Hunter Greyson walked slowly down the hall toward her, a muscular attendant hovering slightly behind. The clothes she had bought him for this occasion still looked painfully new.
"Hi, sweetheart," he said, smiling his crooked grin. "Want to go dancing?"
Winter came toward him and hugged him gently. Automatically, she glanced at Grey's throat. A small white scar was all now that remained of the tracheostomy that had once let a machine breathe for him.

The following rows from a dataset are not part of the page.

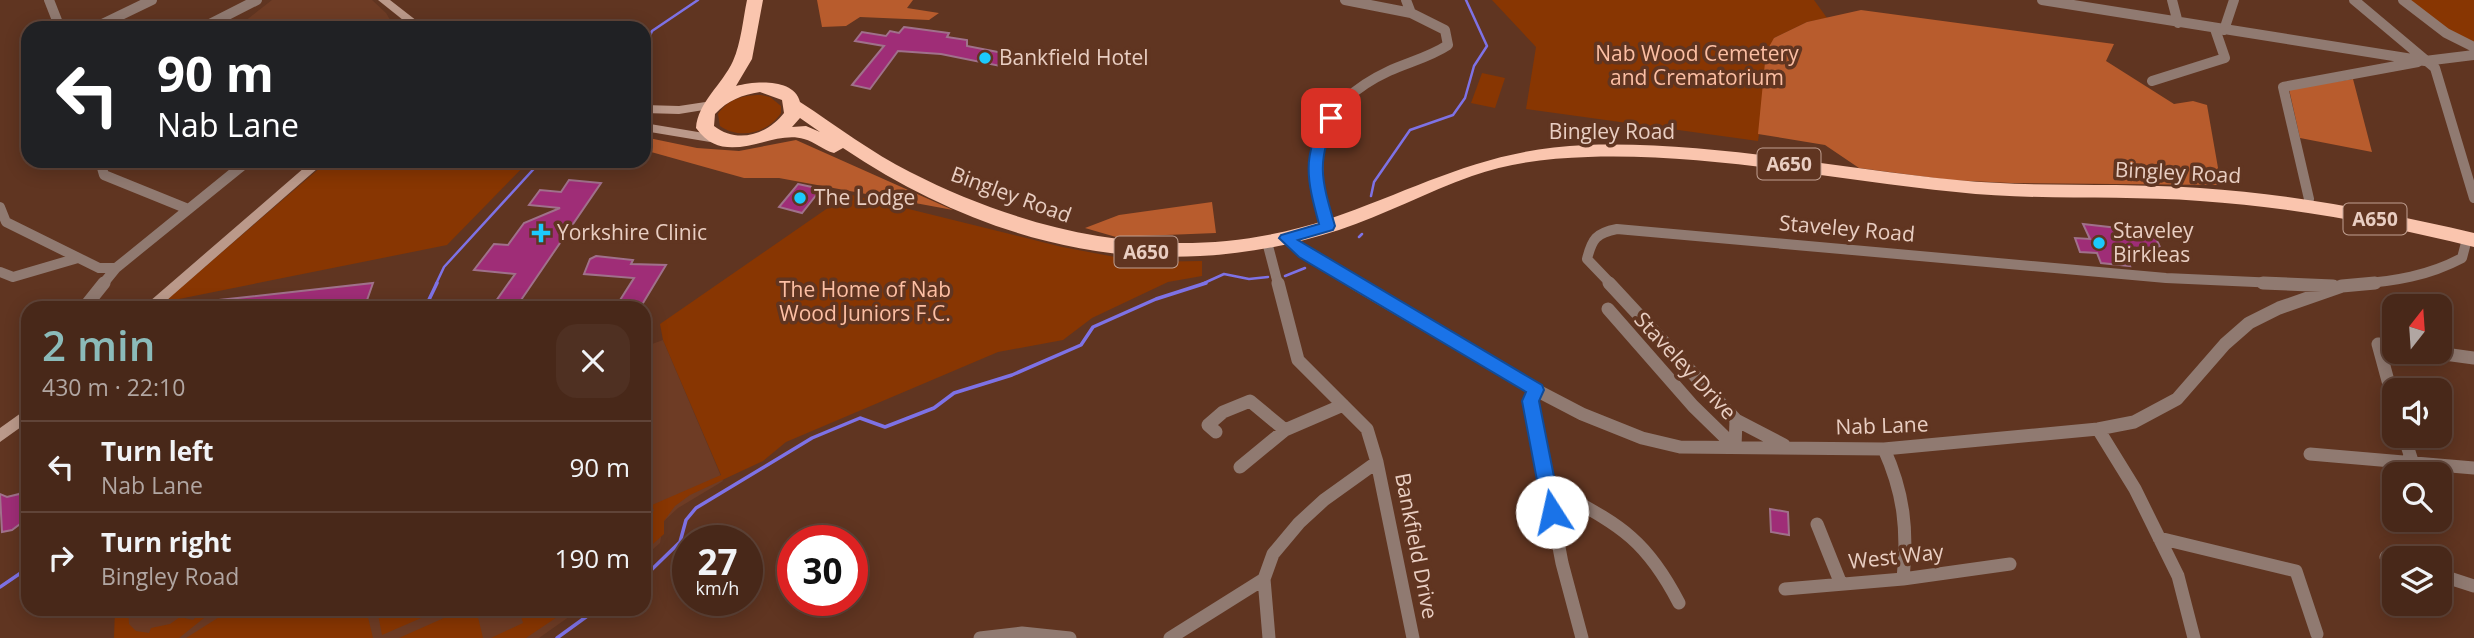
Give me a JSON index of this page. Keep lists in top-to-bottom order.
{
  "streets": {
    "highway": ["Bingley Road", "A650"],
    "street": [
      "Staveley Road",
      "Staveley Drive",
      "Nab Lane",
      "Bankfield Drive",
      "West Way"
    ]
  },
  "crossings": [
    ["Bingley Road", "A650"],
    ["Bingley Road", "Nab Lane"],
    ["Bingley Road", "Bankfield Drive"],
    ["Staveley Road", "Nab Lane"],
    ["Staveley Drive", "Nab Lane"],
    ["Nab Lane", "Bankfield Drive"]
  ],
  "parks": ["Nab Wood Cemetery and Crematorium", "The Home of Nab Wood Juniors F.C."],
  "places": {
    "other": ["Bankfield Hotel", "The Lodge", "Staveley Birkleas"],
    "health": ["Yorkshire Clinic"]
  },
  "north": "top",
  "page": {
    "turn": ["90 m", "Nab Lane"],
    "heading": ["2 min", "430 m · 22:10"],
    "list": [
      {
        "name": "Turn left",
        "note": "Nab Lane",
        "value": "90 m"
      },
      {
        "name": "Turn right",
        "note": "Bingley Road",
        "value": "190 m"
      }
    ],
    "speed": "27 km/h",
    "limit": "30"
  }
}
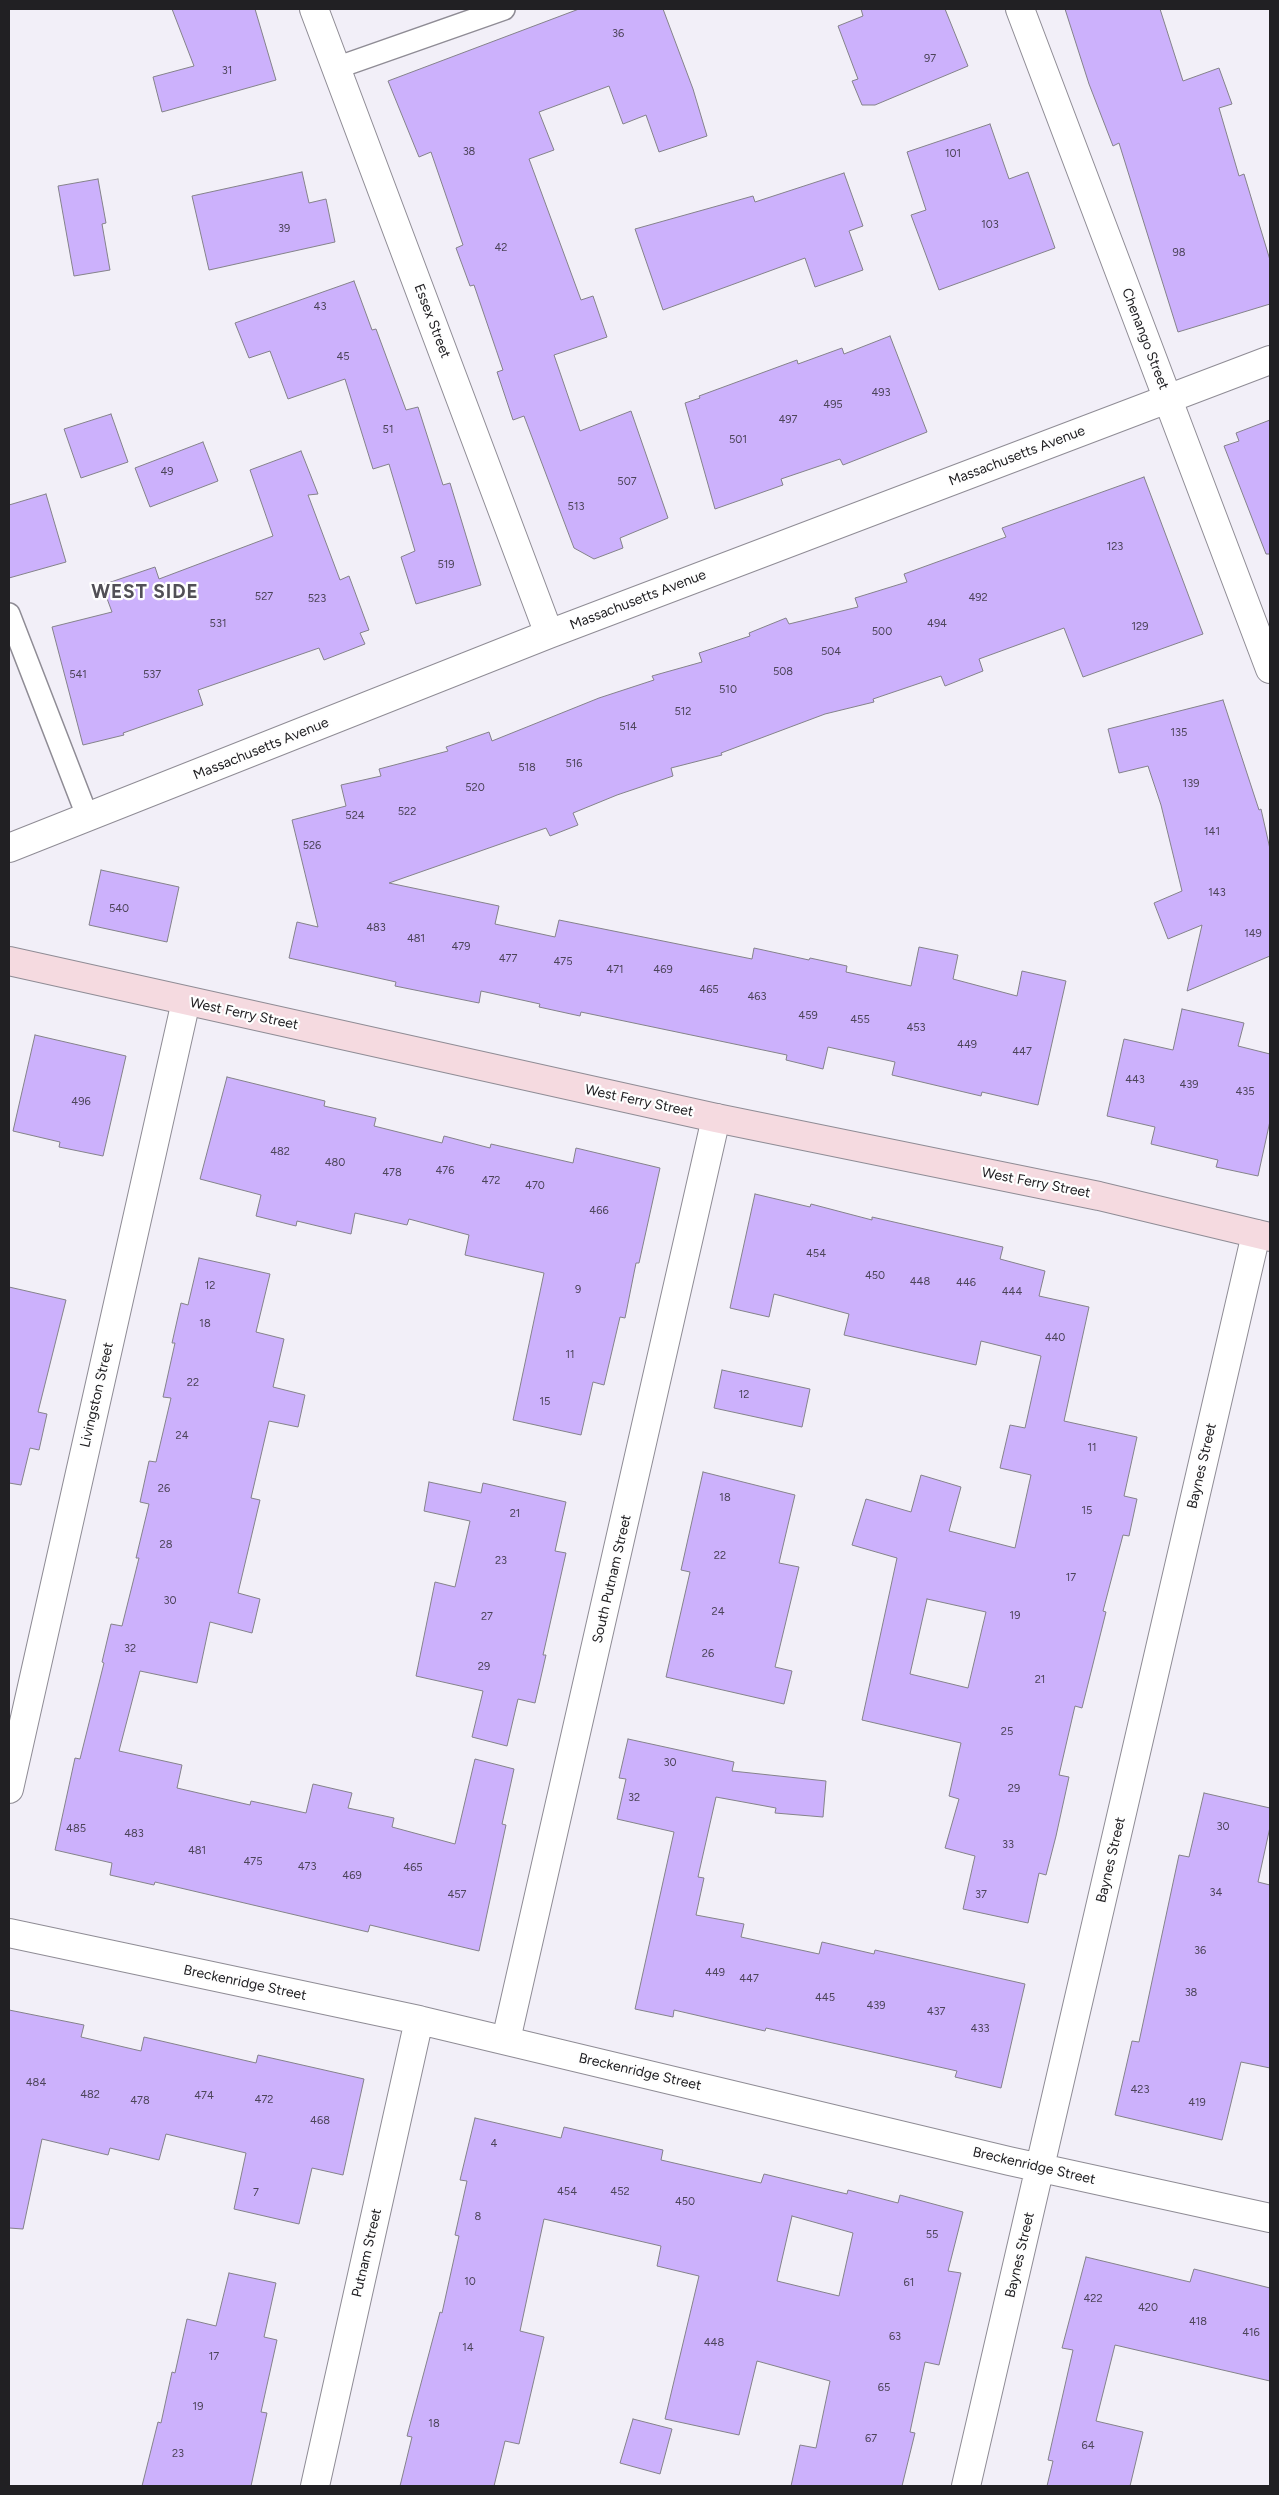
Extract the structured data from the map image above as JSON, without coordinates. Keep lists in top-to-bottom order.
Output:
{
  "streets": {
    "street": [
      "Essex Street",
      "Chenango Street",
      "Massachusetts Avenue",
      "West Ferry Street",
      "Livingston Street",
      "Baynes Street",
      "South Putnam Street",
      "Breckenridge Street",
      "Putnam Street"
    ]
  },
  "crossings": [
    ["Essex Street", "Massachusetts Avenue"],
    ["Chenango Street", "Massachusetts Avenue"],
    ["West Ferry Street", "Livingston Street"],
    ["West Ferry Street", "Baynes Street"],
    ["West Ferry Street", "South Putnam Street"],
    ["Baynes Street", "Breckenridge Street"],
    ["South Putnam Street", "Breckenridge Street"],
    ["Breckenridge Street", "Putnam Street"]
  ],
  "districts": ["WEST SIDE"],
  "house_numbers": [
    "36",
    "97",
    "31",
    "38",
    "101",
    "103",
    "39",
    "42",
    "98",
    "43",
    "45",
    "493",
    "495",
    "497",
    "51",
    "501",
    "49",
    "507",
    "513",
    "123",
    "519",
    "527",
    "492",
    "523",
    "531",
    "494",
    "129",
    "500",
    "504",
    "508",
    "541",
    "537",
    "510",
    "512",
    "514",
    "135",
    "516",
    "518",
    "139",
    "520",
    "522",
    "524",
    "141",
    "526",
    "143",
    "540",
    "483",
    "149",
    "481",
    "479",
    "477",
    "475",
    "471",
    "469",
    "465",
    "463",
    "459",
    "455",
    "453",
    "449",
    "447",
    "443",
    "439",
    "435",
    "496",
    "482",
    "480",
    "476",
    "478",
    "472",
    "470",
    "466",
    "454",
    "450",
    "448",
    "446",
    "12",
    "9",
    "444",
    "18",
    "440",
    "11",
    "22",
    "12",
    "15",
    "24",
    "11",
    "26",
    "18",
    "15",
    "21",
    "28",
    "22",
    "23",
    "17",
    "30",
    "24",
    "19",
    "27",
    "32",
    "26",
    "29",
    "21",
    "25",
    "30",
    "29",
    "32",
    "30",
    "485",
    "483",
    "33",
    "481",
    "475",
    "473",
    "465",
    "469",
    "34",
    "457",
    "37",
    "36",
    "449",
    "447",
    "38",
    "445",
    "439",
    "437",
    "433",
    "484",
    "423",
    "482",
    "474",
    "472",
    "478",
    "419",
    "468",
    "4",
    "454",
    "452",
    "7",
    "450",
    "8",
    "55",
    "10",
    "61",
    "422",
    "420",
    "418",
    "416",
    "63",
    "448",
    "14",
    "17",
    "65",
    "19",
    "18",
    "67",
    "64",
    "23"
  ]
}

The effects of a year-long coma could not be instantly shrugged off, but Grey's progress toward health and mobility had been rapid, from the moment at San Gabriel when Winter had seen Grey open his eyes in the hospital bed. She'd had a lot of explaining to do about her presence in the building at that hour—not to mention the fact that Grey's respirator was shut down—but the fact that Grey was alive and conscious counted for a lot. Once he'd been able to make his own health-care decisions, Winter had been able to get Grey moved to Resurrection City and started on the long road to rehabilitation.
"Ready to go? Jannie's waiting in the car outside, and Ramsey's getting in tomorrow," Winter said.
"Hail, hail, the gang's all here." Grey put his arm around her waist.
"The chair will be around in just a minute," Rachel said.
"The hell with that," Grey shot back, grinning. "I'm walking out of here under my own power."
The aides and nurses applauded as he walked to the elevator and stepped inside. He bowed carefully as the doors closed, and Winter steadied him as he straightened.
"Dancing, eh? Not for a few weeks, I'd say."
"Maybe for New Year's," Grey suggested irrepressibly. He smiled fondly at Winter. "Now that my time is my own again—or almost— what shall we do with the rest of our lives?"
"I know what I'd like to do," Winter said. She'd meant to say this later, but somehow she felt the time was right. "I'd like to get married. You did ask me, you know—fourteen years ago."
The joy that filled Grey's face told her the timing had been right. "It's about time," he said, taking her hand. "It took you long enough to say yes."
"But it's never too late," Winter answered, her eyes misty. "Not for a beginning."
And time remembered is grief forgotten, And frosts are slain and flowers begotten, And in green underwood and cover Blossom by blossom the spring begins.